Given records:

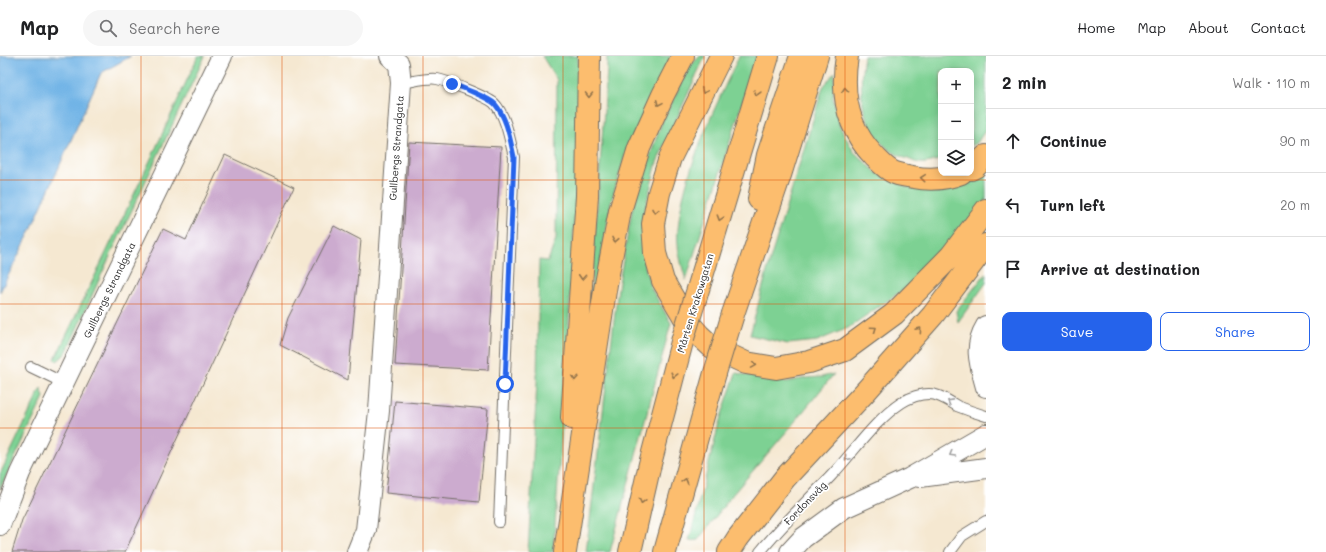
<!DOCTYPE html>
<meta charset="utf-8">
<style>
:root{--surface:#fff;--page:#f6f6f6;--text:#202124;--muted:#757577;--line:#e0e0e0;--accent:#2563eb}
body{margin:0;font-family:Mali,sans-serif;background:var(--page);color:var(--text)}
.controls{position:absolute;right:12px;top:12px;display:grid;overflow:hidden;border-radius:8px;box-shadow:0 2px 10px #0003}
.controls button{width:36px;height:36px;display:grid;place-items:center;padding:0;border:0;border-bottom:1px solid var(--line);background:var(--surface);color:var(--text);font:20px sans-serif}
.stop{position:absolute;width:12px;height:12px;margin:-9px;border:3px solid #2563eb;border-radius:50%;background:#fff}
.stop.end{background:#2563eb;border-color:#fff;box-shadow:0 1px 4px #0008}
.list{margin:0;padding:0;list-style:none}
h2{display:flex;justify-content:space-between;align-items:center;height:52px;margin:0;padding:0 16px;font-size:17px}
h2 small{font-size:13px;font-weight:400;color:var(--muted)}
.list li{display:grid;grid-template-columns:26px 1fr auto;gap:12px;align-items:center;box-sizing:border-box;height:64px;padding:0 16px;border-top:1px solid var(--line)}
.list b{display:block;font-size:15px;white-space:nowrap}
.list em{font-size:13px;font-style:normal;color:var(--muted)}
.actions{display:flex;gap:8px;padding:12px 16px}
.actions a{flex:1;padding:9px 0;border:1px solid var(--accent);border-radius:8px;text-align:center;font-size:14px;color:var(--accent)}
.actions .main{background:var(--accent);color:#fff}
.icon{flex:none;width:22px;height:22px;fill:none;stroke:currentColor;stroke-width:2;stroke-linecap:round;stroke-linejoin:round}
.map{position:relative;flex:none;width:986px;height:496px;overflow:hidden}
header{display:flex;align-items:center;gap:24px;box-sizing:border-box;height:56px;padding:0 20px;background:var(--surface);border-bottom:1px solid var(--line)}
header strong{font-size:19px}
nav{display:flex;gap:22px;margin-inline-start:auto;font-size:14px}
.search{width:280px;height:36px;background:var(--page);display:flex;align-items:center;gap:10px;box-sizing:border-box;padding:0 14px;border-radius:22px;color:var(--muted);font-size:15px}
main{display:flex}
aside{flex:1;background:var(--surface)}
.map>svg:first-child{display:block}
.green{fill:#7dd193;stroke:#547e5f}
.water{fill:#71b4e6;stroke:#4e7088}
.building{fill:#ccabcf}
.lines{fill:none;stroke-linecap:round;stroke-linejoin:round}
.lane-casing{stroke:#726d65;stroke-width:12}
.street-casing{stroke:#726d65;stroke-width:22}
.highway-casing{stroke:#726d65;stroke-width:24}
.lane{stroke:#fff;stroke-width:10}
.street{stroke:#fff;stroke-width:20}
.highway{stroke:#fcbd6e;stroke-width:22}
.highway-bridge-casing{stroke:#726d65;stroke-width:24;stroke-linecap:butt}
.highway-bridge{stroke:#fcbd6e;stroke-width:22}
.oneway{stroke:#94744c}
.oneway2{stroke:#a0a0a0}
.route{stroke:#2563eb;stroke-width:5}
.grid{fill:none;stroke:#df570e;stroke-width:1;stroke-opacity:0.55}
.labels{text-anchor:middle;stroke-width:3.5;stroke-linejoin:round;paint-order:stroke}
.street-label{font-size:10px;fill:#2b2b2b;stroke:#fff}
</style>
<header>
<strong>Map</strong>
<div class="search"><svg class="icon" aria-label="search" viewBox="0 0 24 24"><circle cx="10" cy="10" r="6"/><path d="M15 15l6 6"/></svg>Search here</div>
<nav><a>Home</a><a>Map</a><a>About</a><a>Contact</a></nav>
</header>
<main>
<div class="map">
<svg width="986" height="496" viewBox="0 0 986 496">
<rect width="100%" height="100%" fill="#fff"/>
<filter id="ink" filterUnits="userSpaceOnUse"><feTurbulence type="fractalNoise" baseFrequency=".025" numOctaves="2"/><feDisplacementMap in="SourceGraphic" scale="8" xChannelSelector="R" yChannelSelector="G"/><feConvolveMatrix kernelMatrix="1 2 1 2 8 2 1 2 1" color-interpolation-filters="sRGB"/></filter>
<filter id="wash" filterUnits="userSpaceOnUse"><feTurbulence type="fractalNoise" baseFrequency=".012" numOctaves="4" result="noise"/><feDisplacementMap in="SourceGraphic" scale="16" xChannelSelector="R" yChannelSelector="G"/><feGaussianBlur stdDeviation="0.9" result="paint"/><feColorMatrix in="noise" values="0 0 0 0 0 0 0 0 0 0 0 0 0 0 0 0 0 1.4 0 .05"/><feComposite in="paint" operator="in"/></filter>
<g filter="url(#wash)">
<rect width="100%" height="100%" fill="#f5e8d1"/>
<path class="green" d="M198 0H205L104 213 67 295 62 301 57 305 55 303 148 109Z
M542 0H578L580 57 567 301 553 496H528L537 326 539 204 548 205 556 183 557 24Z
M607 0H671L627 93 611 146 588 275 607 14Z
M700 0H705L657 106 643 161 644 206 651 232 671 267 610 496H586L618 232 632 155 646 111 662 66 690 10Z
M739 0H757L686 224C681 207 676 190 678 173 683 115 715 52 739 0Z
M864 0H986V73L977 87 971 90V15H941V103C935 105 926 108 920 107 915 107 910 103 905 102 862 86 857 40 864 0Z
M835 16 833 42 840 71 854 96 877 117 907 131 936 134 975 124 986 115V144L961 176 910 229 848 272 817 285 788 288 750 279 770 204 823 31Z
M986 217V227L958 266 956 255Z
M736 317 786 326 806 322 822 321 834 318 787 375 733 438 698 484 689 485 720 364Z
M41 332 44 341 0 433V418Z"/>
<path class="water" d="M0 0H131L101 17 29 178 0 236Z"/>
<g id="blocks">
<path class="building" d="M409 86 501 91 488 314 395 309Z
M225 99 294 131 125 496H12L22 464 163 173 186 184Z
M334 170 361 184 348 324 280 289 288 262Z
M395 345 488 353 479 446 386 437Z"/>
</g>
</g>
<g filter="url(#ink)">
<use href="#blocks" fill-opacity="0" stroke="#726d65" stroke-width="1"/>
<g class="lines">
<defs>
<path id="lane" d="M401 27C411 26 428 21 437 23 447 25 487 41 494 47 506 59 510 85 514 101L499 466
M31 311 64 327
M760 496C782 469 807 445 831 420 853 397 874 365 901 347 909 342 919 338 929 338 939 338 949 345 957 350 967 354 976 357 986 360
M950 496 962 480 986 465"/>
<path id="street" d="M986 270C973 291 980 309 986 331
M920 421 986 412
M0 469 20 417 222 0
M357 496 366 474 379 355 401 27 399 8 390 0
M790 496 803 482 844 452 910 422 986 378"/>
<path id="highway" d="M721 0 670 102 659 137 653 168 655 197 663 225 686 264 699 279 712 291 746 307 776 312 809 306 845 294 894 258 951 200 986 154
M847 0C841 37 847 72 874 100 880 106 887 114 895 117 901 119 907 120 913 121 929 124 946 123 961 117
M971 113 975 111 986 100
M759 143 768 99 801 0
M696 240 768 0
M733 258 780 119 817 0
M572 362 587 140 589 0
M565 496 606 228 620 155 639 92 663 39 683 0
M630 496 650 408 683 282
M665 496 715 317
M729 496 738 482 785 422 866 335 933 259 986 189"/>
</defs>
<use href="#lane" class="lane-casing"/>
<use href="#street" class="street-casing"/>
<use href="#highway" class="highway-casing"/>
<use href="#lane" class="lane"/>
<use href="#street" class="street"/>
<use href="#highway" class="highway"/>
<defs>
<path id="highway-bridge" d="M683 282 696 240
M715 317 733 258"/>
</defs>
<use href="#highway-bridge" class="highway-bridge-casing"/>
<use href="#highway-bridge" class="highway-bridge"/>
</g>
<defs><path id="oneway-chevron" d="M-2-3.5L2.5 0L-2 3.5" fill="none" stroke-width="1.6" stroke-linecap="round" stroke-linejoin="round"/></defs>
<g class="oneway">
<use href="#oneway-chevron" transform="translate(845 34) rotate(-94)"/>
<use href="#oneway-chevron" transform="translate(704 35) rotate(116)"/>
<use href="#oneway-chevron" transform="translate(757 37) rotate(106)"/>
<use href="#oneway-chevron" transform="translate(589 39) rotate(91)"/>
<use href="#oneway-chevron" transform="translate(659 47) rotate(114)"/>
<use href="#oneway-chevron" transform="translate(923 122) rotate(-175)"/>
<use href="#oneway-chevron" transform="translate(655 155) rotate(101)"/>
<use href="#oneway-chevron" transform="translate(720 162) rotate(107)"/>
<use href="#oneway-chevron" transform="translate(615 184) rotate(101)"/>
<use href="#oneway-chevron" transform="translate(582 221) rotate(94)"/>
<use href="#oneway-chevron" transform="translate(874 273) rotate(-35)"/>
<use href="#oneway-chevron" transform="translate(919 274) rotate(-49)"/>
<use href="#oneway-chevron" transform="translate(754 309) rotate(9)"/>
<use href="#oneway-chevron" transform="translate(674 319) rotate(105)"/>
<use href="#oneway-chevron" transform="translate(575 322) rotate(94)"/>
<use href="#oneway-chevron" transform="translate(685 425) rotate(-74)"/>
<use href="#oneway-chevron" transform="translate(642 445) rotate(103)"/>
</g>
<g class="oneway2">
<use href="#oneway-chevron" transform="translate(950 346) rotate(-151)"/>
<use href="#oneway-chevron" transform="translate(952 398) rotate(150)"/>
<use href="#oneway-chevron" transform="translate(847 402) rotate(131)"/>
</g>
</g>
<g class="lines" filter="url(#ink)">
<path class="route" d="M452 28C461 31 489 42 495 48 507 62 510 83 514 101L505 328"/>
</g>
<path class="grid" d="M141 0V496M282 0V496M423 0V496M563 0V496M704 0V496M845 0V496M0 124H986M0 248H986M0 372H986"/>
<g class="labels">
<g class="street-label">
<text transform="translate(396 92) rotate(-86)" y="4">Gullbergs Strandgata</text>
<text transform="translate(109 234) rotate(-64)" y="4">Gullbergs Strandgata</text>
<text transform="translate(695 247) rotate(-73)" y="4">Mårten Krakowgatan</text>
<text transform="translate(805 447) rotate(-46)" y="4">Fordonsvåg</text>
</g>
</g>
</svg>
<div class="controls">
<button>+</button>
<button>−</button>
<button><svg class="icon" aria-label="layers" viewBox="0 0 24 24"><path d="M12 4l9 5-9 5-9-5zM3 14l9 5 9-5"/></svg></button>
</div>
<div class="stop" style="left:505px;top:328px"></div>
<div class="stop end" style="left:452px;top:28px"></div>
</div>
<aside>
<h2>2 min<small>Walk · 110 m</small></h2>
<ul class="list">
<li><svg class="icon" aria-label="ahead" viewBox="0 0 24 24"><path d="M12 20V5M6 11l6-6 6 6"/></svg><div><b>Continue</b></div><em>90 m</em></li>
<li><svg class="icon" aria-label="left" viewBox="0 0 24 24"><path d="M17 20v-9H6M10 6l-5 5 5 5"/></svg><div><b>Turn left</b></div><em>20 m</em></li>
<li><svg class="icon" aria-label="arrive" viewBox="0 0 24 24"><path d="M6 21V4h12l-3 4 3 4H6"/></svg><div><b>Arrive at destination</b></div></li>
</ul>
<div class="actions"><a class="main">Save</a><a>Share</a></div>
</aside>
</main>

Task requirements:
Copy from the entries above each line in which the string "wash" can be found.

Finished task:
<filter id="wash" filterUnits="userSpaceOnUse"><feTurbulence type="fractalNoise" baseFrequency=".012" numOctaves="4" result="noise"/><feDisplacementMap in="SourceGraphic" scale="16" xChannelSelector="R" yChannelSelector="G"/><feGaussianBlur stdDeviation="0.9" result="paint"/><feColorMatrix in="noise" values="0 0 0 0 0 0 0 0 0 0 0 0 0 0 0 0 0 1.4 0 .05"/><feComposite in="paint" operator="in"/></filter>
<g filter="url(#wash)">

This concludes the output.